Peanut Butter Bread Pudding with a Strawberry Jam Ice Cream with Macerated Fresh Berries: In short, PB&J deconstructed and reinvented. Since I generally prefer lighter, less sweet desserts, I usually avoid peanut butter flavors since it can easily be overdone. But the not-too-dense bread pudding here was just the right amount of peanut butter-ness for me with a pronounced peanut flavor rather than a pronounced Reese’s flavor. Add to that the strawberry jam ice cream topped with a small wedge of peanut brittle and the fresh berries in syrup, and it really was the best PB&J I’ve ever had. I think sometime during this course, I had finally understood Chef Evans’ cuisine. His food is comforting in a way that reminds you of your childhood. The food is fun, creative within a certain comfort zone, and uses upscale ingredients in key places to make them better than grandma’s version (err, except my grandma is Chinese and her fried rice is killer good, but you catch my drift).
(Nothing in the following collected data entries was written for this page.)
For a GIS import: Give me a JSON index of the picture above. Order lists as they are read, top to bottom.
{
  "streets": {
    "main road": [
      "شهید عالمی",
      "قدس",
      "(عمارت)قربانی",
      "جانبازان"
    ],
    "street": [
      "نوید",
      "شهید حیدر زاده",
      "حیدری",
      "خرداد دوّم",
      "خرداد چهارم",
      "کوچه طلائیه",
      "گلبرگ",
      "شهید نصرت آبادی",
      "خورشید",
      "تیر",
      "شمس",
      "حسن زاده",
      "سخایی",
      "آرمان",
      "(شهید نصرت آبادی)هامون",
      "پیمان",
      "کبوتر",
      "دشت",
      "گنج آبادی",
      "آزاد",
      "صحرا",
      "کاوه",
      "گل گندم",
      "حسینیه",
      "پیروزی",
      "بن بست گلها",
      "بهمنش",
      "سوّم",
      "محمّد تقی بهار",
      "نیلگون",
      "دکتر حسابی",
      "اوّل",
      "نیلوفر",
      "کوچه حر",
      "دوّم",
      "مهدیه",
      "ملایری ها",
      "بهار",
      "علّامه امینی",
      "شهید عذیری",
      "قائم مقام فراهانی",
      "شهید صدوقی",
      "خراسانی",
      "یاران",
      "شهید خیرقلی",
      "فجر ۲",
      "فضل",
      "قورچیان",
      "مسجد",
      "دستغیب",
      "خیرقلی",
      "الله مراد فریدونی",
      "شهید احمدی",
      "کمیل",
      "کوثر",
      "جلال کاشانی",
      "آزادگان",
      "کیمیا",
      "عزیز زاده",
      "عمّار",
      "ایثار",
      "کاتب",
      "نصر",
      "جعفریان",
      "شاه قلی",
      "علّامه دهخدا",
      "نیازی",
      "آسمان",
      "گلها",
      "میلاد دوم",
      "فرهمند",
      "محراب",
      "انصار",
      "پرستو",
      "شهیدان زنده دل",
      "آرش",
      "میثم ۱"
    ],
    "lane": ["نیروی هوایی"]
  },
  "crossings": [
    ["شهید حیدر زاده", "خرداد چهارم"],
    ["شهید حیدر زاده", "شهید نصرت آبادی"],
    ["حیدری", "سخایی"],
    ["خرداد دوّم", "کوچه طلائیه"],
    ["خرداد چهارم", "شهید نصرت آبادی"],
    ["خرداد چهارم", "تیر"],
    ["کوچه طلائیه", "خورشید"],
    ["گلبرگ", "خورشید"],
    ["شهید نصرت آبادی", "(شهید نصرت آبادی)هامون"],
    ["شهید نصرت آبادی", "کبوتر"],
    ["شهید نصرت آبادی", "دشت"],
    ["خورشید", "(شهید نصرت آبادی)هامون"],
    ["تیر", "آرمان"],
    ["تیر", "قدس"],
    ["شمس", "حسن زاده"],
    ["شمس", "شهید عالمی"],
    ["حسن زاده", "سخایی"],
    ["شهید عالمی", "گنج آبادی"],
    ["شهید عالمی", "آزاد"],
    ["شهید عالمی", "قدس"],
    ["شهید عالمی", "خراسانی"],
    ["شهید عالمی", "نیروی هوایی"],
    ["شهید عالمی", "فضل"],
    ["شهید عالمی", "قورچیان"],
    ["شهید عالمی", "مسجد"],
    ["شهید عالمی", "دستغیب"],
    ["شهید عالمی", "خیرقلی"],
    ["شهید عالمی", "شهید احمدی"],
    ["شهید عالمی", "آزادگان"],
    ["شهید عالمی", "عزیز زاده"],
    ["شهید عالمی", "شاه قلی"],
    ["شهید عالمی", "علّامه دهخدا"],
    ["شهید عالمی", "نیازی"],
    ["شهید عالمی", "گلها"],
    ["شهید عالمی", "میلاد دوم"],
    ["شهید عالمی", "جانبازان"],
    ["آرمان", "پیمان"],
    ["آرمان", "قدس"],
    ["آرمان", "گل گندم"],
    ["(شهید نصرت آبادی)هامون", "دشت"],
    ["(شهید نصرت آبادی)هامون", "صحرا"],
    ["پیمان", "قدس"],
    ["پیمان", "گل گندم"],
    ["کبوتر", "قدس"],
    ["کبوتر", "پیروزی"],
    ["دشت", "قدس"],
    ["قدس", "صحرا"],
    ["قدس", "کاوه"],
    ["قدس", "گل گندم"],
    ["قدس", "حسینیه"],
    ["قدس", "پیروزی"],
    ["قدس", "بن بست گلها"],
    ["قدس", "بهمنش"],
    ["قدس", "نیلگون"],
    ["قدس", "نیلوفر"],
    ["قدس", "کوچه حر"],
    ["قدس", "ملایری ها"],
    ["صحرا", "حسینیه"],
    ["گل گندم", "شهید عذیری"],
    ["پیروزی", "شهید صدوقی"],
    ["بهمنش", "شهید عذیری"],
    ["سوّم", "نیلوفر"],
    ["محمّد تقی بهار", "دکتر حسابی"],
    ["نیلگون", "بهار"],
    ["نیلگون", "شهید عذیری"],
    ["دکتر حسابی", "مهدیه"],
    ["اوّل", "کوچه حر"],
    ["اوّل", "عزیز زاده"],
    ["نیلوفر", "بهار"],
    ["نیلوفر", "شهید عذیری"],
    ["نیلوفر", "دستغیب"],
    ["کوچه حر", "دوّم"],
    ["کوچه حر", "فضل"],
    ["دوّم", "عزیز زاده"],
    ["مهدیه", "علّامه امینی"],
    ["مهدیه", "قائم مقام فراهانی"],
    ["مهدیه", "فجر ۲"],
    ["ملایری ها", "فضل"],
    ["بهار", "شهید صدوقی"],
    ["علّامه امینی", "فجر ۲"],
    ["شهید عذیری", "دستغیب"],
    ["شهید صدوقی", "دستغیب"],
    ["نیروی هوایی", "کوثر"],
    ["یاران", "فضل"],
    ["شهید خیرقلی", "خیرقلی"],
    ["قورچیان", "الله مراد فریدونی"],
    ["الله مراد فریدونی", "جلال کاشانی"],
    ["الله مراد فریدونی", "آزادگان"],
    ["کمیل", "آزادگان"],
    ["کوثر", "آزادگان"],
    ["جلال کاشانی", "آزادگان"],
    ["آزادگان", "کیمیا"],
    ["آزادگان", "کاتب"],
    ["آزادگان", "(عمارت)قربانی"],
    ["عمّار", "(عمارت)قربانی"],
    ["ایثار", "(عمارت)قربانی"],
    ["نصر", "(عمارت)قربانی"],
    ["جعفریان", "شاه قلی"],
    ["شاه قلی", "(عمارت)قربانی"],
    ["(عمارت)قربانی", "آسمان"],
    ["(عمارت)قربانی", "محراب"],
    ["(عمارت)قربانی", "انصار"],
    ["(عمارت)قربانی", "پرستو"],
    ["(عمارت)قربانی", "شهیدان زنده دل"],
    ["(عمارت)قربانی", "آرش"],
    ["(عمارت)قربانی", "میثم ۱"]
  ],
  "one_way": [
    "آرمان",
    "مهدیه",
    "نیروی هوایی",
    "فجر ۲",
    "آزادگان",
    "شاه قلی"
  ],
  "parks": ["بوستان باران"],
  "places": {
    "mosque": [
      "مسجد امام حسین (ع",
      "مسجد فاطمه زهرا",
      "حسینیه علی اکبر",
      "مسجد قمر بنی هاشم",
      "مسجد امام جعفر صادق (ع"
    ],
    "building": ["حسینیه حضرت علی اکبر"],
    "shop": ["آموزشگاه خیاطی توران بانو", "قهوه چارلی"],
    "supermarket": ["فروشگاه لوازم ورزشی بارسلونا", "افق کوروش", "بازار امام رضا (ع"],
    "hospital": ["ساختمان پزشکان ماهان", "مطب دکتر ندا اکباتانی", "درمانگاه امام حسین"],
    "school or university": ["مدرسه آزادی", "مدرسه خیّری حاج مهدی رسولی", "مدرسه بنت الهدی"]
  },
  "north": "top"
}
S’mores: peanut chocolate ganache and a housemade marshmallow on top of a graham cracker crust with a caramel sauce. It’s not quite as “reinvented” as the PB&J dessert but follows the same concept. The feeling is again familiar but creative.
White Chocolate Mousse Bomb: White chocolate mousse inside a chocolate exterior with white chocolate sauce and raspberry coulis. This dessert didn’t make much impression on me one way or the other, primarily because I’m just not a big white chocolate fan.
By the end of this tasting, I had almost forgotten about the rocky beginning points and fell in love with the comfort cuisine with a twist (or as Chef Evans puts it, “Blue Canyonized”). I love that the upscale comfort at Blue Canyon isn’t about adding luxury ingredients for the sake of trendiness, but rather incorporating familiarity with classic flavors and maintaining creativity by presenting that flavor in a new form or combination. I love that I can go here and feel like a kid eating what is essentially a corn dog and a PB&J sandwich but pleasing my adult foodie tastebuds at the same time. Some classics, like the Blue Canyon burger, remain in their true form for those times when we simply don’t want any frills. Though I did love the tuna tacos with the wasabi cloud and seaweed slaw, I found the majority of the fusion portion of the menu a great discrepancy both in theme and taste from the rest of the menu. I can only hope that with time, the fusion becomes less confusing and finds its identity the way the creative comfort food has.
Oh, and that #1 restaurant proclamation? “Taken out of context,” says Chef Evans, “I want to be the best for Rockwall and my staff. I have good relationships with other chefs and don’t need that drama.”